Results 1 to 5 of 5

Thread: PDF Library

  1. #1
    Join Date
    Apr 2006
    Location
    Phoenix, AZ
    Beans
    251
    Distro
    Ubuntu 8.04 Hardy Heron

    PDF Library

    Hey,
    Does anyone know of a good PDF manipulating library out there? I've been able to find libraries that create PDF files, but there don't seem to be many that work with existing PDF files. Specifically, I need to do some processing on URL/Links within the PDF files (not just standard page merging), and re-write them to a new PDF.
    -Skeeterbug

  2. #2
    Join Date
    Jun 2006
    Location
    CT, USA
    Beans
    5,267
    Distro
    Ubuntu 6.10 Edgy

    Re: PDF Library

    Thats a good question, same experience here. Most free libraries are for writing/merging/page manipulation of PDF, not to help parse existing one.
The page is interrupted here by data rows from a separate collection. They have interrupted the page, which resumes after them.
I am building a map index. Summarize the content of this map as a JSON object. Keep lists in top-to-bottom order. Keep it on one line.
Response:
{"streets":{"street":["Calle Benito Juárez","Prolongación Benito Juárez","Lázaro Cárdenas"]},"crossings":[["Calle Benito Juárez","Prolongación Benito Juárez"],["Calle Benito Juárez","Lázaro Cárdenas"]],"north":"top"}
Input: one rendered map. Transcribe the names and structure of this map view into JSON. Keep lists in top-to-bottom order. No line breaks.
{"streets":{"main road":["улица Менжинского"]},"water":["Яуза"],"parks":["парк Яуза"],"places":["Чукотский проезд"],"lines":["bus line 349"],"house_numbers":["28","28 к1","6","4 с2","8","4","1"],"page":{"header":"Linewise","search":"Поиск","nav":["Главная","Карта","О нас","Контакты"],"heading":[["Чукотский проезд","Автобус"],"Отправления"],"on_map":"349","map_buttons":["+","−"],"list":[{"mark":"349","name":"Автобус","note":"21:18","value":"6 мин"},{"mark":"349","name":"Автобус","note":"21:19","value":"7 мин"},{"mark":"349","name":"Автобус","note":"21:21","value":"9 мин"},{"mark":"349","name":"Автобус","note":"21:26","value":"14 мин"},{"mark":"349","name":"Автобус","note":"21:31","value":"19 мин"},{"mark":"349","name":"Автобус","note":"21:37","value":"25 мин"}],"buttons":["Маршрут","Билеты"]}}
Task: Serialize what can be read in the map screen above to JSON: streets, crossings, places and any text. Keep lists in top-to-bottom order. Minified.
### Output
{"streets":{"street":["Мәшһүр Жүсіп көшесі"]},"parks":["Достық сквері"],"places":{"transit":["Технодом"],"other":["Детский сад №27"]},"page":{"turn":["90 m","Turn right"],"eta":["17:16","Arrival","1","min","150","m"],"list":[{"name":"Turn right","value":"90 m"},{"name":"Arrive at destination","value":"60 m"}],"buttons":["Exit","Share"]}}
    There are many closed-source libraries for sale, but it is hard to test how good they are, anyone has experience with it?

    Best quick and dirty draft solution for parsing (for my need) was commandline utility pdftotext (included in Ubuntu), then manually parse resulting text file. Of course this way you will lose all formatting information. IIRC pdftotext can create HTML instead of text, so that might save you some formatting.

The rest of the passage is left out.